Das Molto moderato e cantabile der »Fantasia« genannten Sonate D 894 versetzt den Hörer sogleich in die Stimmung einer goldenen Abenddämmerung. Mit Wärme und Sensibilität läßt Lucchesini die Melodie über einem sanften Baß wachsen, der sie stützt, hin und wieder betonend etwas hervortritt. In seiner Komplexität wächst der Satz, wandelt sich, wird bestimmt durch einen treibenden, pulsierenden Rhythmus, den der Pianist mühelos wieder besänftigt – dieser Satz allein ist schon ein Ereignis!
Ungewohnt leicht kommt das Andante daher, bei Andrea Lucchesini hat es einen eher plaudernden Charakter, verweilt ein wenig, bleibt aber in Bewegung. Wie schon im ersten Satz gelingen die dramatischen Verwerfungen munter, werden sogleich geglättet, kehren – noch munterer mittlerweile – wieder und erfrischen den Zuhörer noch mehr. Gleichwohl bleibt ein in sich gekehrter Gestus erhalten. Selbst im Allegro des Menuettos wird Schubert nicht extrovertiert, nein, »moderato« lautet die Spielanweisung ergänzend, Andrea Lucchesini folgt dem gewissenhaft, hält Spannung und Gediegenheit aufrecht. Im letzten Satz steigert sich Schubert, mehrfach, verschachtelt, mit einer freien, an ein Impromptu oder ein Stück aus den Moments musicaux erinnernden Lebhaftigkeit.

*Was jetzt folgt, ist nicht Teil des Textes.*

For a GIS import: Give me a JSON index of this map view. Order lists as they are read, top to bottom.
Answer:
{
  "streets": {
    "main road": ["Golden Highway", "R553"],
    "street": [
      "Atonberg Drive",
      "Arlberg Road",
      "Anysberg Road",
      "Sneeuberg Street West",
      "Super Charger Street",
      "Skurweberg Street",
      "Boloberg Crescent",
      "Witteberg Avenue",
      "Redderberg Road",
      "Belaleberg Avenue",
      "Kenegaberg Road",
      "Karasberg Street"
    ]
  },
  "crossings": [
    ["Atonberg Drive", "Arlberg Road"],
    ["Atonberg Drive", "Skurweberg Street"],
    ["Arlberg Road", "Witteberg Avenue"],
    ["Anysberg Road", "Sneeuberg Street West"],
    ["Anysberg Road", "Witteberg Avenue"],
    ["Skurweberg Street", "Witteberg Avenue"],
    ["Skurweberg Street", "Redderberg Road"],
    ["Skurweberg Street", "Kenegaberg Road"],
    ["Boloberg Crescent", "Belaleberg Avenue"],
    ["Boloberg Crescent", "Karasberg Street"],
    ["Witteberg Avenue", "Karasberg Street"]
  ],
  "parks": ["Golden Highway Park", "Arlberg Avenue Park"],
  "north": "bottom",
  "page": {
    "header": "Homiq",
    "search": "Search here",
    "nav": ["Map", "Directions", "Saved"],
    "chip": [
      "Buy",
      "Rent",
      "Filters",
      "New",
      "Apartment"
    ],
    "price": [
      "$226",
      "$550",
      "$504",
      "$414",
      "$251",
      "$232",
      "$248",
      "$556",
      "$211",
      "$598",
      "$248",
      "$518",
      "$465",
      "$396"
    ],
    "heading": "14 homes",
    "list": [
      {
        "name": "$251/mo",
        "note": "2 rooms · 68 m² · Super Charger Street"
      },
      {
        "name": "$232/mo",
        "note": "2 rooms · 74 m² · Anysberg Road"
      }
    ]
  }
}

Mit der drittletzten Sonate Schuberts ergänzt Andrea Lucchesini die »Fantasia« faktisch mit einer Gegenwelt. Sie ist deutlich expressiver, näher an Beethoven, doch hier zählt auch die Feinheit der Artikulation, das Bändigen des Impulses, der nicht losprescht, sondern etwas auslöst, sich entwickelt, ein Ziel sucht. Dorthin treibt im Allegro Schubert stetig, Ruhemomente inbegriffen. Das liedhafte Adagio ist um so mehr ein Moment des Innehaltens. Wiederum beweist Andrea Lucchesini Sinn für das rechte Zeitmaß, läßt Phrasen ausklingen, verharrt aber nicht im Stillstand. So wächst der Satz – wiederum wandelt er sich dramaturgisch – wird vom anschließenden Menuetto aufgelockert, einem Menuetto freilich, das eher einem Intermezzo entspricht. Zum Ziel, zum Finale, strebt Andrea Lucchesini, und je näher er diesem kommt, desto bestimmter wird Schubert, der nachdrücklich – höchst lebhaft – sein Ziel erreicht. Noch einmal schenkt der Pianist seinen Zuhörern eine Erfrischung, bietet Schuberts köstliche Abschweifungen dar – eine Aufnahme für Schubert-Gourmets, man darf gespannt sein, was nun folgen wird.
(Der Text ist in einer leicht gekürzten Fassung bereits in Heft 38 enthalten.)